Chia seeds, those tiny little black or white grains we have grown to love, have infiltrated social media, health bloggers, and websites like Spoon since around two years ago. It seemed like everyone was into making puddings or adding them to smoothie bowls because the nutritional benefits they pack on was enough to consider them a superfood.
What’s all the hype about?
It’s said that chia seeds have much to offer for fewer calories. Most of their carbs are in the form of fiber, and some experts believe that they can help lower the risk for certain diseases, and help with weight loss. Among that they’re high in omega-3s, essential fatty acids and antioxidants, which led people to believe they are a superfood containing anti-inflammatory properties.
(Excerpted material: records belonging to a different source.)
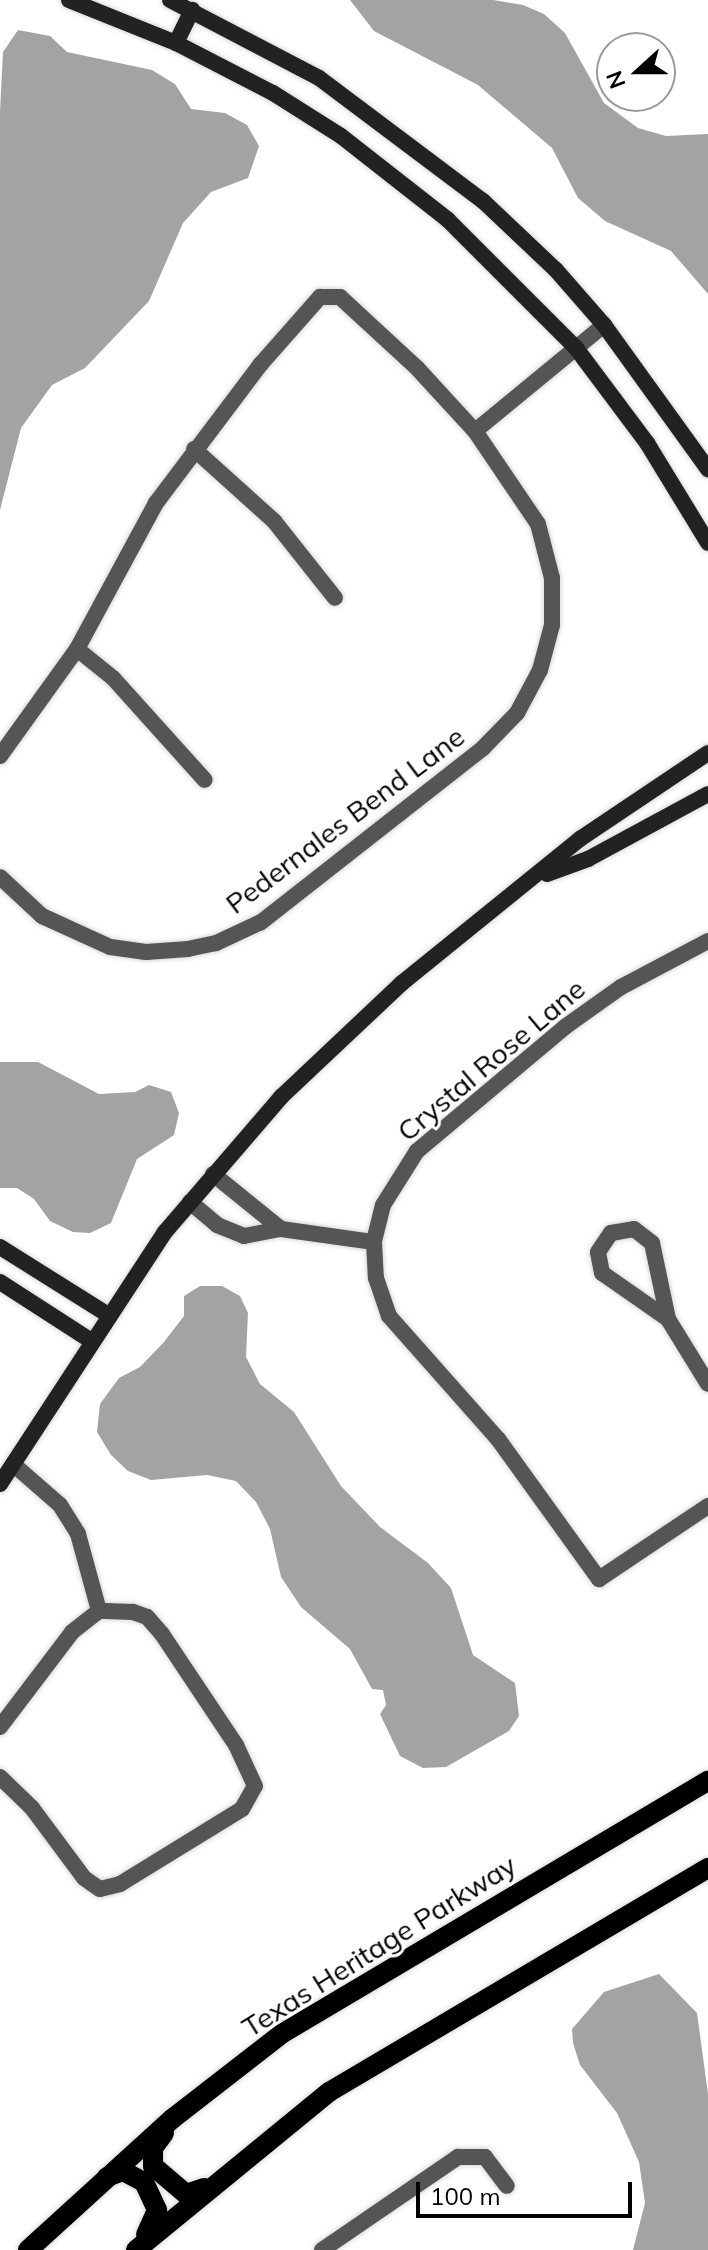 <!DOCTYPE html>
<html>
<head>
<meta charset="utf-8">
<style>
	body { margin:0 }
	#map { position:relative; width:708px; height:2250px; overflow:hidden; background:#fff; font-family:Mulish,sans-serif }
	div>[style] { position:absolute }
	.water>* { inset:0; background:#a3a3a3 }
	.roads { filter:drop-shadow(0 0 2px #dbdbdb) drop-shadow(0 0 2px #dbdbdb) }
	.street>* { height:16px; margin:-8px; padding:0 8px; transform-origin:8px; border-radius:8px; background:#555 }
	.secondary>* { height:16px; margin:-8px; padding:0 8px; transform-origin:8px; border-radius:8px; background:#222 }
	.primary>* { height:20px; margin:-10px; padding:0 10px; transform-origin:10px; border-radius:10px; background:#000 }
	span { translate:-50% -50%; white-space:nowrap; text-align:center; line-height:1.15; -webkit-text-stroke:6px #fff; paint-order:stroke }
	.street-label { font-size:28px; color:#000 }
	.north { position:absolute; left:596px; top:32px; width:80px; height:80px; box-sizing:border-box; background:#fff; border:2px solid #999; border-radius:50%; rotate:249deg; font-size:22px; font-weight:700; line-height:32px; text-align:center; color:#000 }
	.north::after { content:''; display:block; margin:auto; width:28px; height:36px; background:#000; clip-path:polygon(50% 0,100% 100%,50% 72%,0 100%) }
	.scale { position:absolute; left:416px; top:2182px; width:216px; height:36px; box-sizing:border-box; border:4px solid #000; border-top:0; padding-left:10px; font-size:24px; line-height:28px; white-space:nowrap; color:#000; -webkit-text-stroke:6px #fff; paint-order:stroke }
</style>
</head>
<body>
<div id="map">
	<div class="water">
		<div style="clip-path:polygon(350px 0,493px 0,523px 5px,544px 14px,565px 33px,604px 103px,638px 128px,666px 136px,708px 134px,708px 294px,671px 251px,605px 221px,578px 198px,552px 148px,478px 85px,374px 31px)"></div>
		<div style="clip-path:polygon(18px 30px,50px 36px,67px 52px,152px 70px,175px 84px,191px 109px,225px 113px,247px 125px,259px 146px,248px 178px,211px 192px,183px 223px,149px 301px,85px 368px,52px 385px,21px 428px,0 510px,0 111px,3px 52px)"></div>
		<div style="clip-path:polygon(0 1062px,38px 1062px,99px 1094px,135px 1092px,149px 1085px,171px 1092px,179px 1113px,174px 1135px,137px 1159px,111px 1223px,90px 1233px,73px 1232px,50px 1221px,34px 1199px,17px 1188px,0 1188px)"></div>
		<div style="clip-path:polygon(200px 1286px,222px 1286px,240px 1296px,248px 1313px,246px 1357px,260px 1384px,294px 1412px,341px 1486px,380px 1527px,428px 1563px,451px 1588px,473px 1655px,515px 1683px,519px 1716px,509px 1731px,446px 1767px,423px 1768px,400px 1756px,380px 1714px,386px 1705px,383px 1690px,372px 1689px,350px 1649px,301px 1607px,281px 1577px,270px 1529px,256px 1502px,236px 1481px,207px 1475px,151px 1480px,128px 1471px,111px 1455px,97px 1432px,100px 1404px,119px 1378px,140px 1367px,164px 1342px,184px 1316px,184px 1296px)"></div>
		<div style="clip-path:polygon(659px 1974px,697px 2013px,708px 2094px,708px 2250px,633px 2250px,645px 2203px,639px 2162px,617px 2113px,580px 2065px,573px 2043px,572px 2029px,604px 1992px)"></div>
	</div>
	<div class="roads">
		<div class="street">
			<div style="left:475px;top:431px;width:167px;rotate:-39.4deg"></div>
			<div style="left:194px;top:449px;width:108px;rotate:42deg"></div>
			<div style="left:274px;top:521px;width:98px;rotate:51.6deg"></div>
			<div style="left:77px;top:649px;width:46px;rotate:38.9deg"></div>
			<div style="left:113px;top:678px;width:137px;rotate:48deg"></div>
			<div style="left:0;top:756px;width:132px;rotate:-54.3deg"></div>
			<div style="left:77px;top:649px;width:166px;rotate:-61.6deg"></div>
			<div style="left:156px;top:503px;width:173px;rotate:-53deg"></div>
			<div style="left:260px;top:365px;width:91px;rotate:-48.6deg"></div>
			<div style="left:320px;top:297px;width:20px"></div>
			<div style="left:340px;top:297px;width:105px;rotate:42.7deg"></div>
			<div style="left:417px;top:368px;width:86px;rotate:47.4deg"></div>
			<div style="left:475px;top:431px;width:112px;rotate:55.9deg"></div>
			<div style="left:538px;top:524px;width:56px;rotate:75.5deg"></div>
			<div style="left:552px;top:578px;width:47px;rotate:90deg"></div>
			<div style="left:552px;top:625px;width:47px;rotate:104.9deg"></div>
			<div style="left:540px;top:670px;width:49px;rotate:118.1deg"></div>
			<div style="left:517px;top:713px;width:50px;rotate:134.2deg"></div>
			<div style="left:482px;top:749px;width:281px;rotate:141.9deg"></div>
			<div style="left:261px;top:922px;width:50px;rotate:155deg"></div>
			<div style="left:216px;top:943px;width:29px;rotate:168deg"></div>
			<div style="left:188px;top:949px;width:42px;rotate:175.9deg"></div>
			<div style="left:146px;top:952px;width:36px;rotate:-172deg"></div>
			<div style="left:110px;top:947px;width:75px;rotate:-155.5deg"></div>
			<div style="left:42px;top:916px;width:57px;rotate:-137.1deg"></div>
			<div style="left:708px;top:941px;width:98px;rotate:152.1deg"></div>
			<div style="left:621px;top:987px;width:69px;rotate:144.5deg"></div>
			<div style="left:565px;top:1027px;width:193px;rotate:140deg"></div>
			<div style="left:417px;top:1151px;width:64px;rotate:122.2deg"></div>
			<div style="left:383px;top:1205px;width:38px;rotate:104deg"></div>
			<div style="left:374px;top:1242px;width:36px;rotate:87deg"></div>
			<div style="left:376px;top:1278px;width:40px;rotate:71.1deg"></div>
			<div style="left:389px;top:1316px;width:164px;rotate:48.5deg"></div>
			<div style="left:498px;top:1439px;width:173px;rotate:54.2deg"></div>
			<div style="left:599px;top:1579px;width:131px;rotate:-33.8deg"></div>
			<div style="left:213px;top:1174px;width:87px;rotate:39deg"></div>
			<div style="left:190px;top:1202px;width:35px;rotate:40deg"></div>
			<div style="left:217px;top:1225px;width:29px;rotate:22deg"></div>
			<div style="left:244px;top:1236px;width:38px;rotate:-11deg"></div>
			<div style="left:281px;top:1229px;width:94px;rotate:8deg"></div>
			<div style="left:668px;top:1319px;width:80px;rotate:-145.1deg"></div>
			<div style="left:602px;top:1273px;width:21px;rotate:-101deg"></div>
			<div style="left:598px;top:1252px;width:23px;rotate:-56deg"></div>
			<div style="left:611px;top:1233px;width:23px;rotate:-10deg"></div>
			<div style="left:634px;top:1229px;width:23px;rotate:38deg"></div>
			<div style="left:652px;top:1243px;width:78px;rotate:78.1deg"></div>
			<div style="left:668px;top:1319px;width:76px;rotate:58.4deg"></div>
			<div style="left:13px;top:1464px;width:62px;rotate:41.1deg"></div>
			<div style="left:60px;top:1505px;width:34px;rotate:58deg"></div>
			<div style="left:78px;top:1534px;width:80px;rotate:74.7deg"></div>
			<div style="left:0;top:1727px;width:119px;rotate:-52.8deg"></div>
			<div style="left:72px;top:1632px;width:34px;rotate:-38deg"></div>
			<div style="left:0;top:1777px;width:45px;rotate:44.1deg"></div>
			<div style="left:32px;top:1808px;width:87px;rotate:53.4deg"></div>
			<div style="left:84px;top:1878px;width:19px;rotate:35deg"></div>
			<div style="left:100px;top:1889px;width:21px;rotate:-14deg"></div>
			<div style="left:120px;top:1884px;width:143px;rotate:-31.6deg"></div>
			<div style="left:242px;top:1809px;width:26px;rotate:-61deg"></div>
			<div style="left:255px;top:1786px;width:45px;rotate:-114.9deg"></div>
			<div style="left:236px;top:1745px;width:133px;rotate:-123.7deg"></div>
			<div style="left:162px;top:1634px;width:23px;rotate:-131deg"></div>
			<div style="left:147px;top:1617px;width:15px;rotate:-160deg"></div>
			<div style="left:133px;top:1612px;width:34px;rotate:-178deg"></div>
			<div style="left:322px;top:2250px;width:165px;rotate:-34.4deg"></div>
			<div style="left:458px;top:2157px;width:27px"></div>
			<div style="left:485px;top:2157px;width:36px;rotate:53deg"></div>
		</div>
		<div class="secondary">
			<div style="left:69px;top:0;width:115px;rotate:21.9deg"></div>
			<div style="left:176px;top:43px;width:109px;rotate:27.3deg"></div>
			<div style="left:273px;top:93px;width:80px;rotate:32.3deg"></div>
			<div style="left:341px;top:136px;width:136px;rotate:38.1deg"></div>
			<div style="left:448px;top:220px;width:181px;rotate:45deg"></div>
			<div style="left:576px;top:348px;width:119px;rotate:53.2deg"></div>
			<div style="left:647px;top:443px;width:117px;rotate:58.6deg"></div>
			<div style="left:170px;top:0;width:168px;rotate:27.6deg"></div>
			<div style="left:319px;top:78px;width:205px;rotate:36.9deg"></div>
			<div style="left:483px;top:201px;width:100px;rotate:43.4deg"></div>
			<div style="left:556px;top:270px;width:73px;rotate:48.9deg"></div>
			<div style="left:604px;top:325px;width:178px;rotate:54.2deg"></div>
			<div style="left:176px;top:43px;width:37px;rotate:-64deg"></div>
			<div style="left:547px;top:874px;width:44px;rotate:-20.1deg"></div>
			<div style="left:588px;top:859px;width:136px;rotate:-28.4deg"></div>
			<div style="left:0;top:1247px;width:126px;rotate:32.1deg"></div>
			<div style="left:0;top:1282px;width:107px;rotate:32.8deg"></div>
			<div style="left:0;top:1484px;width:301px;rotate:-56.8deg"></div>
			<div style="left:165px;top:1232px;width:178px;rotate:-49.3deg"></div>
			<div style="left:281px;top:1097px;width:166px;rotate:-43.3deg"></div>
			<div style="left:402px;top:983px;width:229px;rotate:-39deg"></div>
			<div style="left:580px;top:839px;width:154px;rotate:-33.9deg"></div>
		</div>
		<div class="primary">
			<div style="left:164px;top:2133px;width:19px;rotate:126deg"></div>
			<div style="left:153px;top:2148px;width:18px;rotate:90deg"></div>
			<div style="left:153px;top:2166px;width:43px;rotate:40.3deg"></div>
			<div style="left:186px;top:2194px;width:19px;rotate:-18deg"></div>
			<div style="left:107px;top:2177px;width:17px;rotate:-21deg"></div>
			<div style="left:123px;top:2171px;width:24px;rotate:28deg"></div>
			<div style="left:144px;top:2182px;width:31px;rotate:65deg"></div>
			<div style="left:157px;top:2210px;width:27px;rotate:114deg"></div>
			<div style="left:28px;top:2250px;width:195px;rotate:-42.3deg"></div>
			<div style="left:172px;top:2119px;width:140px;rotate:-37.8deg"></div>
			<div style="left:283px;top:2033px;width:494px;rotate:-30.7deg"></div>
			<div style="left:136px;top:2250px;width:249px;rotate:-39.3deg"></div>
			<div style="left:329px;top:2092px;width:440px;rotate:-30.6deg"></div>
		</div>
	</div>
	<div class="street-label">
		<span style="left:345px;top:820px;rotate:-37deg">Pedernales Bend Lane</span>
		<span style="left:491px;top:1060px;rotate:-40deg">Crystal Rose Lane</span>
		<span style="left:379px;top:1946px;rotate:-32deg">Texas Heritage Parkway</span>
	</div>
	<div class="north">N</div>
	<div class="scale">100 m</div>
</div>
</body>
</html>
Sadly, just as any other food trend that we experience, the hype around chia seeds may not have been all that necessary. A study from 2009 and a study from 2012 both had groups of obese/overweight men and women on a 10-12 week program that required them to intake about 25 g of chia seeds in their diet. Both studies showed no benefits to inflammatory or disease risks, or benefits in body mass index and body composition after the experiments. What was found, however, was an increased level in essential fatty acids.
Needless to say, there are studies in favour of what the little seeds can offer. This study from 2010 reported increased satiety levels in a group of healthy subjects, while a study from 2015 reported improved glucose tolerance in rats. As well this paper found redistribution of lipids in rats in favour of protecting the heart and liver.
Final Verdict?
Chia seeds can act as nutrient boosters but not nutrient replacers. They could provide some benefits for weight management due to their high fiber content, as well as contain essential fatty acids and are a complete source of protein.
My main takeaway is that I want others to be wary of miraculous claims that don’t explain the whole story. Even if my diet does not necessitate them or get the so-promised disease-fighting benefits, I’m still going to enjoy my tasty chia-filled breakfasts purely for their convenience and versatility, and you should too.